La question de l’obligation de mener une enquête interne en cas de signalement de harcèlement ou discrimination a récemment suscité des interrogations, notamment depuis l’arrêt de la Cour de cassation du 14 janvier 2026 (n° 24-19.544). Cette décision rappelle toutefois que le code du travail n’a jamais édicté d’obligation d’enquête interne, de manière générale et systématique en cas de situation de harcèlements. La Cour se place d'un point de vue probatoire et rappelle le principe de liberté de la preuve en matière prud’homale.

Toutefois, l’enquête interne ne constitue pas qu’un outil probatoire et au contraire, si elle faite avec rigueur, elle constitue un outil opérationnel, redoutablement efficace pour clarifier une situation et agir.

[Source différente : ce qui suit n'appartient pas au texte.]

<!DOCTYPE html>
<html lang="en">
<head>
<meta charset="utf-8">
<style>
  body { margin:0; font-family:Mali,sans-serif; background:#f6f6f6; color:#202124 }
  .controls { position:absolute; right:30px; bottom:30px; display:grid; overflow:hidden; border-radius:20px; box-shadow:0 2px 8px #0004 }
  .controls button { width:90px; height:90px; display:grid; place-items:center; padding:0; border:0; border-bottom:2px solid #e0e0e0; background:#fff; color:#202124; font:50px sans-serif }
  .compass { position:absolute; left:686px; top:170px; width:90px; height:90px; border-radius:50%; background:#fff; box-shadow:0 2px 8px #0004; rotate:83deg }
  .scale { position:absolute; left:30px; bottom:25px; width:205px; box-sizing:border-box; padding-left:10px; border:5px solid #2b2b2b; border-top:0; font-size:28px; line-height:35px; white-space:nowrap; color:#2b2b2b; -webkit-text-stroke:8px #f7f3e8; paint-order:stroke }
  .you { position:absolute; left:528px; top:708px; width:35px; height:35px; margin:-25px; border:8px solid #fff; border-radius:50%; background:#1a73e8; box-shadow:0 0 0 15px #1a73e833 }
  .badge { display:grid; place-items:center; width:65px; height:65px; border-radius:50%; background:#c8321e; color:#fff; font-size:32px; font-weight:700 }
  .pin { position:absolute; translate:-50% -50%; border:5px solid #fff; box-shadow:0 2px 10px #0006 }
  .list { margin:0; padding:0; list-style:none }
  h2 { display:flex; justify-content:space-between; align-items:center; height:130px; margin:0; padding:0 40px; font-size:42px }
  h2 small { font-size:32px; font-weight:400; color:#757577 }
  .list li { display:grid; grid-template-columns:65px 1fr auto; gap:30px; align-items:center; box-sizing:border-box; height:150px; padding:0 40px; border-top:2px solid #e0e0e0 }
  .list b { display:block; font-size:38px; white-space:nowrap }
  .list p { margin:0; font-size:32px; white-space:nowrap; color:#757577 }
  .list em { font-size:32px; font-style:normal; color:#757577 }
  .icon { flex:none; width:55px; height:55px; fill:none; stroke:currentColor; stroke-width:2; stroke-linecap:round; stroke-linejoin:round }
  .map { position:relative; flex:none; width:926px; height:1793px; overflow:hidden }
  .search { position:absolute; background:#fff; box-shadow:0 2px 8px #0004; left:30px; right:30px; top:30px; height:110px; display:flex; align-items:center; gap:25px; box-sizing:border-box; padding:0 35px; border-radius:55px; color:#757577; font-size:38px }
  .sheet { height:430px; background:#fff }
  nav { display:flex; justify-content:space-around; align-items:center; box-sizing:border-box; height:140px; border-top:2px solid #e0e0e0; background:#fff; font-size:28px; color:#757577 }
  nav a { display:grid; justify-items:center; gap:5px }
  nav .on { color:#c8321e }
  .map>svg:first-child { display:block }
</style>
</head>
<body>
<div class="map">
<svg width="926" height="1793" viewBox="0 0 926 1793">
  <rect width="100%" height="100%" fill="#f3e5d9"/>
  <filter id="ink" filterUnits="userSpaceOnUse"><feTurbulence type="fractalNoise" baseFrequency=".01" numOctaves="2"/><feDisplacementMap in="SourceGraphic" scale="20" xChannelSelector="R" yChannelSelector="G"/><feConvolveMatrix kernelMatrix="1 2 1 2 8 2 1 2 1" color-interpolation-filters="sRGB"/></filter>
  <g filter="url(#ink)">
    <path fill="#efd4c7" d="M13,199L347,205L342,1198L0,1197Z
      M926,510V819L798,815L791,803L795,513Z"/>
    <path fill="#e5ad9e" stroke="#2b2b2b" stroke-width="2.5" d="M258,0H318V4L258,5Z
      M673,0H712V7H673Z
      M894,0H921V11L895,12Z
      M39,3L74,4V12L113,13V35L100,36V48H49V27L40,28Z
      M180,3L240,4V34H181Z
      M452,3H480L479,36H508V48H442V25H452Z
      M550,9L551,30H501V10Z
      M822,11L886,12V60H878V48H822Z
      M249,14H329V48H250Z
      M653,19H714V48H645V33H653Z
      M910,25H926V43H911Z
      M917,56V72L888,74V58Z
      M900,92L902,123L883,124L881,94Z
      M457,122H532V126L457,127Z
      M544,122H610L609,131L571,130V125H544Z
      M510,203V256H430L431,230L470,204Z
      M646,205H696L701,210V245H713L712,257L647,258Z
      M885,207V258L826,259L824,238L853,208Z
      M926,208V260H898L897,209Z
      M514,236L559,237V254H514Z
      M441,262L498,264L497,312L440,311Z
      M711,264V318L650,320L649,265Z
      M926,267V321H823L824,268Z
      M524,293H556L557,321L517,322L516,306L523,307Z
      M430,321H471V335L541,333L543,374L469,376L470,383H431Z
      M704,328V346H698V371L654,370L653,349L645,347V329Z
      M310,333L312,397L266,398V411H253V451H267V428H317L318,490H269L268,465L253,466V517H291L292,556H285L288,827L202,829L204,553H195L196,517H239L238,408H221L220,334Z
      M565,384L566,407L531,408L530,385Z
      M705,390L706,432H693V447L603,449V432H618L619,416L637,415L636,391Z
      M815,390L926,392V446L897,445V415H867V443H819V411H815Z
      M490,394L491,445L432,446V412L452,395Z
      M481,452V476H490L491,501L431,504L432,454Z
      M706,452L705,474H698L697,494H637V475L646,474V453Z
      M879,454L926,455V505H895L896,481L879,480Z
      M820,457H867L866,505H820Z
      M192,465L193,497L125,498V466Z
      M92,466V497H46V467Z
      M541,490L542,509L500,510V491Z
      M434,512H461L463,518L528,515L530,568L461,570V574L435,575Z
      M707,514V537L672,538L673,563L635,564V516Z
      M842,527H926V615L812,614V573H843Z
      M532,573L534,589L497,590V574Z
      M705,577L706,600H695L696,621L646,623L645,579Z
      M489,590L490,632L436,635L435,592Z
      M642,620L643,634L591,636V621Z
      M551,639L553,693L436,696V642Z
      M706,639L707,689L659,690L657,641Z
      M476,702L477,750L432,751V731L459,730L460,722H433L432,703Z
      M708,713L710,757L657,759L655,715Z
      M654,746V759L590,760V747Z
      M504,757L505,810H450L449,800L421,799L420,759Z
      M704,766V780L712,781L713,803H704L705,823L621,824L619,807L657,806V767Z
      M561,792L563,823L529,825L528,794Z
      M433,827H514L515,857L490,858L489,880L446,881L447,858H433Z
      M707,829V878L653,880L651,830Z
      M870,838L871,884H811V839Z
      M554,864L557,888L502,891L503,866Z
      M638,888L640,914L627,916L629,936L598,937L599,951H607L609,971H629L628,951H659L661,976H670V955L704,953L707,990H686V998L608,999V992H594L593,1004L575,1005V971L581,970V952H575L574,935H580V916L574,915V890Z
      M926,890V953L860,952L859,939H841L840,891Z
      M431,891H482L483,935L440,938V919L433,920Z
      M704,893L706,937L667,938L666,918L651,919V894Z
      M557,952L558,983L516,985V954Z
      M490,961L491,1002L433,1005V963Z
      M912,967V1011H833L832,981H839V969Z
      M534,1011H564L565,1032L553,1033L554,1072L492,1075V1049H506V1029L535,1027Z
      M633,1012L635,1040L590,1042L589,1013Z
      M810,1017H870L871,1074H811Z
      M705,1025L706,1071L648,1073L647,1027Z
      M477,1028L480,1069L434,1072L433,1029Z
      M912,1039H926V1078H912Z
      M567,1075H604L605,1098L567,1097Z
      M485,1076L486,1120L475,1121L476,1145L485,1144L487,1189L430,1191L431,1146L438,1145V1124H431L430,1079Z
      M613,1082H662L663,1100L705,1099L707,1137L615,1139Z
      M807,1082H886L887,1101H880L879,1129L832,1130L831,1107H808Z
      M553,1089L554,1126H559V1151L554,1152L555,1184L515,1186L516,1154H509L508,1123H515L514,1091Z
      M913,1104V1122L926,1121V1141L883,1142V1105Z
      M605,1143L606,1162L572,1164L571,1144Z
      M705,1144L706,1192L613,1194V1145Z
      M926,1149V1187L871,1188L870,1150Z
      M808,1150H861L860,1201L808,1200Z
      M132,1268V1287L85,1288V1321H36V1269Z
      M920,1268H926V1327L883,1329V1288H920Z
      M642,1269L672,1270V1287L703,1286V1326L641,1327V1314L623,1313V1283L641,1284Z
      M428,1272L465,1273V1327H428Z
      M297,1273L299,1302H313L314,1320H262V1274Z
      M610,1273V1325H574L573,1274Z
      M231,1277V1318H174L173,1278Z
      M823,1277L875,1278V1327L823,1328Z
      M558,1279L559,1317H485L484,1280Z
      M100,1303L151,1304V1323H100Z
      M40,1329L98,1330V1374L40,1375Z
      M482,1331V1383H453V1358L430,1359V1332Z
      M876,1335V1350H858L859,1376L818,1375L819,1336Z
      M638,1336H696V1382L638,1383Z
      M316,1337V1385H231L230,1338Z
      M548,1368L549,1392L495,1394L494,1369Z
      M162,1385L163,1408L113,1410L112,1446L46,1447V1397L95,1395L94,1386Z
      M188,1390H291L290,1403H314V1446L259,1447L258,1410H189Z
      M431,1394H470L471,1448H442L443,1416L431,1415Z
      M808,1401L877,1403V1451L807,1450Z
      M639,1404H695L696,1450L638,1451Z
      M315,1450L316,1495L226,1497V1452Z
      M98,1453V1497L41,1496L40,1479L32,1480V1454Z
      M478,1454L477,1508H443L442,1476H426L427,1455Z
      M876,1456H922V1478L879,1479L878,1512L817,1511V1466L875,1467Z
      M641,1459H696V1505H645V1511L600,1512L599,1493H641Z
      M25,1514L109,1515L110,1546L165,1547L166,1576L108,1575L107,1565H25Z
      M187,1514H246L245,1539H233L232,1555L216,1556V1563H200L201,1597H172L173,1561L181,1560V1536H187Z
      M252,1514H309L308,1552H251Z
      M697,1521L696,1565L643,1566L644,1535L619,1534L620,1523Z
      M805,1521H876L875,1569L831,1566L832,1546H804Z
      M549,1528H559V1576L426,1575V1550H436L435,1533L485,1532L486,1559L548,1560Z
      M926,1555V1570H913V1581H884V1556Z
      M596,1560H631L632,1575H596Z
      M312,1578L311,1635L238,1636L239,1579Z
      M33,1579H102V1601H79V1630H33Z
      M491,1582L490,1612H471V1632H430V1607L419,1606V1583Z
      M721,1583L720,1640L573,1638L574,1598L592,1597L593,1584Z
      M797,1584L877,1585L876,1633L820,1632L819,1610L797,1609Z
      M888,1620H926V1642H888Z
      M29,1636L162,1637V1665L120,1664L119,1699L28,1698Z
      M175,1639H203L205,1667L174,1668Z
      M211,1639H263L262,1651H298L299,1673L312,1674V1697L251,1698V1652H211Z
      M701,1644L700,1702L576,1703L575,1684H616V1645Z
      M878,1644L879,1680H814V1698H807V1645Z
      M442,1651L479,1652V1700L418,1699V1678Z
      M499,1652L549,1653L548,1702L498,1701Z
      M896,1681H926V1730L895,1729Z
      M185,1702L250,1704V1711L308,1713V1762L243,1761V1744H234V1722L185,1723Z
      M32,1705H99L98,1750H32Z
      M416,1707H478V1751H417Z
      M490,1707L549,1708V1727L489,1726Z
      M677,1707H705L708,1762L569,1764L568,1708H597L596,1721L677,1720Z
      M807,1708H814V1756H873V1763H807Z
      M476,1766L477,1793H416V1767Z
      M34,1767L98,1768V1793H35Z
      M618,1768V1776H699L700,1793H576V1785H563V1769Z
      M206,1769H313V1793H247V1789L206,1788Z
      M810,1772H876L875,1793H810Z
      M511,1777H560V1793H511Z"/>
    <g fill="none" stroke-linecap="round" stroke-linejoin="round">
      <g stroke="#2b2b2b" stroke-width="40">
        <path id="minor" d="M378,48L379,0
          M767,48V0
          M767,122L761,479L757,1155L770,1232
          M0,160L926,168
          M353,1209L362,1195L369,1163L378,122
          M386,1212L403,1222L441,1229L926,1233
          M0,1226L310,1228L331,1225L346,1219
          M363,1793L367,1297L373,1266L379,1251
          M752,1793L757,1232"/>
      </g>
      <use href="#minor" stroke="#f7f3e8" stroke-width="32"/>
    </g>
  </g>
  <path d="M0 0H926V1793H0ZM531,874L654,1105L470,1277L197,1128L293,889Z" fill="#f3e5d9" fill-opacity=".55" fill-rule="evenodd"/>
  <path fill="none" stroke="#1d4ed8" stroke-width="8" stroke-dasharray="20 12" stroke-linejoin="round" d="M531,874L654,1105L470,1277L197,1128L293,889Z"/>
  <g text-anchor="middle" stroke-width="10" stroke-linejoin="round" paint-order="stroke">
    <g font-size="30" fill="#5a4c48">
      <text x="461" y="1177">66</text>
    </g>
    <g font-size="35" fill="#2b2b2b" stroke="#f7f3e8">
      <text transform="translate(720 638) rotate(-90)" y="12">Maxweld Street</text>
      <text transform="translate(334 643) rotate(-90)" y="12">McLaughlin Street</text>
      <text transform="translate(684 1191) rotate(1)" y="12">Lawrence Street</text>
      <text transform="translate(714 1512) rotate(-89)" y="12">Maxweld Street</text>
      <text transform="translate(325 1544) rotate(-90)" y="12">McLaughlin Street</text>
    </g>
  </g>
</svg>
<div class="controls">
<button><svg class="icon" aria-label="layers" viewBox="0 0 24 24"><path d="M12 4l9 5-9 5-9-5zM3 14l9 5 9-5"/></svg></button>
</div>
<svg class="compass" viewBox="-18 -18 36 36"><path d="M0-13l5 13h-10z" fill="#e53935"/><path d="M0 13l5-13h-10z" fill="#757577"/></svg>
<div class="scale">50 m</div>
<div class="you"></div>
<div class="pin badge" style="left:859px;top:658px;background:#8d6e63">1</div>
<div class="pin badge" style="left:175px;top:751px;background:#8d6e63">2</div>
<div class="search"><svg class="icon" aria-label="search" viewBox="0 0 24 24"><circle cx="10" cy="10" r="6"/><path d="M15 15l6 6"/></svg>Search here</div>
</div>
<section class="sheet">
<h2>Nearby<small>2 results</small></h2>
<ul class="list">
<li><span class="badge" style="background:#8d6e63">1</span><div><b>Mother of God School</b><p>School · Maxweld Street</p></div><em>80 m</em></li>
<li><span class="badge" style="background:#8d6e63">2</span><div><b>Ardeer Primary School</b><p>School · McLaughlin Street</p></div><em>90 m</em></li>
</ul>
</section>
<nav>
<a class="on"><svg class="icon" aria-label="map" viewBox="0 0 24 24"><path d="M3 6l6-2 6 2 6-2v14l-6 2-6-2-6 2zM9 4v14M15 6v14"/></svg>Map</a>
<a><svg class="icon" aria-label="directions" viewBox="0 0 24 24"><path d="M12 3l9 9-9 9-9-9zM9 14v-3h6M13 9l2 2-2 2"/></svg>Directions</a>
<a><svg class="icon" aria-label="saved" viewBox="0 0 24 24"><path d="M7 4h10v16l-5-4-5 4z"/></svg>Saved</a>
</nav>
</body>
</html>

Ce qui est juridiquement obligatoire :

1. L’Enquête interne est obligatoire en cas de droit d’alerte du CSE :

Lorsqu’un membre du CSE exerce son droit d’alerte pour atteinte aux droits des personnes, à leur santé physique ou mentale, notamment en cas de harcèlement moral, sexuel ou de discrimination, l’enquête interne est légalement exigée et doit être immédiate : « L’employeur procède sans délai à une enquête avec le membre de la délégation du personnel du comité et prend les dispositions nécessaires pour remédier à cette situation » (Article L.2312-59 du Code du travail).

2. Obligation légale de réagir à tout signalement :

Indépendamment de ces hypothèses d’alertes CSE, l’employeur est tenu de réagir avec célérité et la justice contrôlera, en cas de contentieux, les démarches entreprises pour :

- traiter tous signalements, - prévenir, faire cesser et sanctionner les faits de harcèlement ou de discrimination s'ils sont avérés.

Cette obligation découle de son obligation de sécurité (protection de la santé physique et mentale des salariés), et des textes spécifiques relatifs au harcèlement moral, sexuel et aux discriminations.

⚠️ L’inaction engage la responsabilité de l’employeur.

Partant de ces obligations, l’enquête interne, non systématique, s’avère souvent indispensable :

En effet, la Cour de cassation précise que l’employeur ne peut s’abstenir d’une enquête interne que s’il démontre qu’il disposait déjà d’une connaissance suffisante et précise des faits, et qu’il a pris toutes les mesures adéquates pour préserver la santé et la sécurité de la personne s’estimant victime (Cass. soc, arrêts des 12 juin 2024 et 14 janvier 2026).

En pratique, ces situations sont rares.

Comme le souligne le Défenseur des droits, les situations donnant lieu à signalements sont souvent complexes, rendant une investigation approfondie et rigoureuse nécessaire pour permettre à l'employeur de qualifier juridiquement les faits, identifier le véritable auteur, protéger les personnes concernées, adopter des mesures disciplinaires proportionnées et éviter les sanctions pénales liées au mauvais traitement du statut de lanceur d’alerte (décision-cadre du Défenseur des droits n° 2025-019 du 5 février 2025).